Task goal
From the listing below, extract every line containing "lineWidth".

Extracted entries

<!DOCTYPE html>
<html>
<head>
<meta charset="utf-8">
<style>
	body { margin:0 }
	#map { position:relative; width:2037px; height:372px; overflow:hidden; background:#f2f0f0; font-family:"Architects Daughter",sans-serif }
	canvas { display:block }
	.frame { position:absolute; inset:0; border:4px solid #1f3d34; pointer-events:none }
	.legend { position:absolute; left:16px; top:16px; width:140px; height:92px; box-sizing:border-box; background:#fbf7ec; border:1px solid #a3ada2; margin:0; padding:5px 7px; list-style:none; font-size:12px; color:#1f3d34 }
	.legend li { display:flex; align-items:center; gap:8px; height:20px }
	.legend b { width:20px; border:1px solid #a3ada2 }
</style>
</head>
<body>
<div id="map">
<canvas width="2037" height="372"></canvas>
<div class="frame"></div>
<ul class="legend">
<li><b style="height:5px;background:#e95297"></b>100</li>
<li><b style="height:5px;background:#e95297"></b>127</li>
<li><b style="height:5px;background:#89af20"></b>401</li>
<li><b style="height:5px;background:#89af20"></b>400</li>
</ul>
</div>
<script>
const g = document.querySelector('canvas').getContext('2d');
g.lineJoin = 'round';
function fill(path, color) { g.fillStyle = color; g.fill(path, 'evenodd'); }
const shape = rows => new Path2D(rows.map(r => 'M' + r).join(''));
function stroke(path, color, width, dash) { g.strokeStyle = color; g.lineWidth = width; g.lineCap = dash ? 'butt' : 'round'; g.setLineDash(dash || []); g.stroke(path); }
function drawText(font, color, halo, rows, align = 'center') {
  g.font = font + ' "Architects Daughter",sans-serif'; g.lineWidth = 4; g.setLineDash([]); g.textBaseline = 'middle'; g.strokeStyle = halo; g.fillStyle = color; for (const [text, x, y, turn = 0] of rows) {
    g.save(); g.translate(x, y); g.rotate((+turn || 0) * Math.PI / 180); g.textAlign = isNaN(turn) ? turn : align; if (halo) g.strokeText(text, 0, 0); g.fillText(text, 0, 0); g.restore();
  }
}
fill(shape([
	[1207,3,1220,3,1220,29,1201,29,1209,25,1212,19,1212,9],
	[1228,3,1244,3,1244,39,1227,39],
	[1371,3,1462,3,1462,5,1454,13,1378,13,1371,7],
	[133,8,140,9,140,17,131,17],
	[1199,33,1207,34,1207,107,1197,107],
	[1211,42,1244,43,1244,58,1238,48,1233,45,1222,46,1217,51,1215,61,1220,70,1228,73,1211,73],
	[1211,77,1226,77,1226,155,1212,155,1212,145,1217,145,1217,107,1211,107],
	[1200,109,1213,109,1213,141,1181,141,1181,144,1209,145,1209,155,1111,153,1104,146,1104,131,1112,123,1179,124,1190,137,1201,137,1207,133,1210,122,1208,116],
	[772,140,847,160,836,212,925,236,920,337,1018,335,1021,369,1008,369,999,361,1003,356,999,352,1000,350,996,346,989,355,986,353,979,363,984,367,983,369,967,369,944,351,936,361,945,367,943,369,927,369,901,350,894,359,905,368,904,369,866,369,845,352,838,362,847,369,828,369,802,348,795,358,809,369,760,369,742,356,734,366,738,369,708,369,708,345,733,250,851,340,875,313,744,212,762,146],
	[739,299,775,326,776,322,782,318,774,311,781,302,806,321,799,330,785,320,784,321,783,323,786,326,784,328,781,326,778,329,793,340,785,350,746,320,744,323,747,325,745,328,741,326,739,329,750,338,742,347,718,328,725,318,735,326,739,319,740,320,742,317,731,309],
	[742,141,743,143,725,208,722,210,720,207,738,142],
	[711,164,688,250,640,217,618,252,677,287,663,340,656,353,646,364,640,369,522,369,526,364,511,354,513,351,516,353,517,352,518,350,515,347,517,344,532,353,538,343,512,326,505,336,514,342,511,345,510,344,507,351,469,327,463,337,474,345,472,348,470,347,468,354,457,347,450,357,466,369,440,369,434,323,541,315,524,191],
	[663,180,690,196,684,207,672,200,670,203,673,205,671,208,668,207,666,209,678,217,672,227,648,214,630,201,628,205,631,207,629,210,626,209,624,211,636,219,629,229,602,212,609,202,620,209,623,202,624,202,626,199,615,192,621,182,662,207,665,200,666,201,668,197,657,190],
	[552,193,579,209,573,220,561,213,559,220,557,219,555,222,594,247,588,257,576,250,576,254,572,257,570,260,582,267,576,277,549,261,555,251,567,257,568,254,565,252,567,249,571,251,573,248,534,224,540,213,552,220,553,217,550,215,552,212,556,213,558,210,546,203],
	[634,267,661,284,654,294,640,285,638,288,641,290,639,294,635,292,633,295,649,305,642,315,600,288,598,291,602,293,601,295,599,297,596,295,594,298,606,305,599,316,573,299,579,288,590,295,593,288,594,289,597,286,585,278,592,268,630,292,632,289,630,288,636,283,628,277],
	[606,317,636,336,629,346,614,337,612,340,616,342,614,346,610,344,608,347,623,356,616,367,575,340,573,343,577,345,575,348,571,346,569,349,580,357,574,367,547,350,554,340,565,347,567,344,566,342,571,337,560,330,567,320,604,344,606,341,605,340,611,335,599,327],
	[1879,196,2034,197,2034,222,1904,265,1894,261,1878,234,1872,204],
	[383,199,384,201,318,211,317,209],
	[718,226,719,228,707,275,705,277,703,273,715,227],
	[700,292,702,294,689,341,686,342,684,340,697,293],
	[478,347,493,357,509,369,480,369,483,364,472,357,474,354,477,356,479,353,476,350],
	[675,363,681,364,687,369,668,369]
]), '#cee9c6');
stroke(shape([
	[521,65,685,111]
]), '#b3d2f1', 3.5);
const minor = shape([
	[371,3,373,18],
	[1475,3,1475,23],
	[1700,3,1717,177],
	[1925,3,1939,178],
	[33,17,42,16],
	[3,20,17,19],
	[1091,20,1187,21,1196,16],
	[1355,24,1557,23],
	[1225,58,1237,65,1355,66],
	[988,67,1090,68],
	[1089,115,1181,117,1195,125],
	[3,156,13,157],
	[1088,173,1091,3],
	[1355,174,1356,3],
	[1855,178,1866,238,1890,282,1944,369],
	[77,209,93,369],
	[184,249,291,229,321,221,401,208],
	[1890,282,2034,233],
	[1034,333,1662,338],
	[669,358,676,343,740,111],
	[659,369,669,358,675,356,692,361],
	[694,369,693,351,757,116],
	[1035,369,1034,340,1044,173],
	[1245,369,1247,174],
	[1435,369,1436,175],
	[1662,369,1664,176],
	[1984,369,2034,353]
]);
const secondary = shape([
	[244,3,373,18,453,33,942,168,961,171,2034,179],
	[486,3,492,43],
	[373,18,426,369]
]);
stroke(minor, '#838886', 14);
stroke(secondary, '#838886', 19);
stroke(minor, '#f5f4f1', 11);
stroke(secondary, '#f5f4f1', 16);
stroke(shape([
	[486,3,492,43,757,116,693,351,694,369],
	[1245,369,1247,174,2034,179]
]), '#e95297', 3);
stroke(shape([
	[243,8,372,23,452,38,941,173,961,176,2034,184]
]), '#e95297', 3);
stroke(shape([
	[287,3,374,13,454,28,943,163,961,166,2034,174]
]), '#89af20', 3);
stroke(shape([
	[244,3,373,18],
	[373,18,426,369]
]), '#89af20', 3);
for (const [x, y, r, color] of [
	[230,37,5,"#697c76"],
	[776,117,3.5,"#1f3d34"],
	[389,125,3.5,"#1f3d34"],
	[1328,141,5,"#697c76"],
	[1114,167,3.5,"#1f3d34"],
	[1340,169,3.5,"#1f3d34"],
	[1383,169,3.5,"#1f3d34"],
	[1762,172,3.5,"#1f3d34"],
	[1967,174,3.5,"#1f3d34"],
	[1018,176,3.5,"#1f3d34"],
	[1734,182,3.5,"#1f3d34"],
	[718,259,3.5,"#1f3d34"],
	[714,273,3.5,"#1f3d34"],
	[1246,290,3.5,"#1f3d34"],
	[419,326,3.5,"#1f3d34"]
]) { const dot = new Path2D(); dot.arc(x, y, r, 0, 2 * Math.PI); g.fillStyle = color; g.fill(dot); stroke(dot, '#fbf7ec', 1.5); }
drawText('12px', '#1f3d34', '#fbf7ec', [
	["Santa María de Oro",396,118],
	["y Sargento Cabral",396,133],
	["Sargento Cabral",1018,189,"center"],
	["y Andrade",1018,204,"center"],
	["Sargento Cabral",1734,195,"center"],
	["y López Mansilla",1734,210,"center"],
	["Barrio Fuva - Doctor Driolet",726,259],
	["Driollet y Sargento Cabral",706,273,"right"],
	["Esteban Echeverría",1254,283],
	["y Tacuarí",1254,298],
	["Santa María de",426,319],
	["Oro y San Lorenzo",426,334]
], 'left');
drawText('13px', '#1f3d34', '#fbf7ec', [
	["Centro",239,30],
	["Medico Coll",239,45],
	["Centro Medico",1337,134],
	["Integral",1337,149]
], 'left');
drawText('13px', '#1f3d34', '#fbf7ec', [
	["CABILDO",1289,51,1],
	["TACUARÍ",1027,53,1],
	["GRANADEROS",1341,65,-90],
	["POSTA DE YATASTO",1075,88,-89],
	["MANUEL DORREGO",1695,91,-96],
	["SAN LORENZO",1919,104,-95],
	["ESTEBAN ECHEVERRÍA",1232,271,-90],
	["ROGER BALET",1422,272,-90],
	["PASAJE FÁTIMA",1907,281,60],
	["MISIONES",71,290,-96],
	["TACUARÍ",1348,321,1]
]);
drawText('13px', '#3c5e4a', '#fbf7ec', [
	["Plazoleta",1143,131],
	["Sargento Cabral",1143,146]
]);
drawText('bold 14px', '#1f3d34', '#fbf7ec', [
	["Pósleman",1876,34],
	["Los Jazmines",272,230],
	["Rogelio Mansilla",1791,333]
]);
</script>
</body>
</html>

Expected answer
function stroke(path, color, width, dash) { g.strokeStyle = color; g.lineWidth = width; g.lineCap = dash ? 'butt' : 'round'; g.setLineDash(dash || []); g.stroke(path); }
  g.font = font + ' "Architects Daughter",sans-serif'; g.lineWidth = 4; g.setLineDash([]); g.textBaseline = 'middle'; g.strokeStyle = halo; g.fillStyle = color; for (const [text, x, y, turn = 0] of rows) {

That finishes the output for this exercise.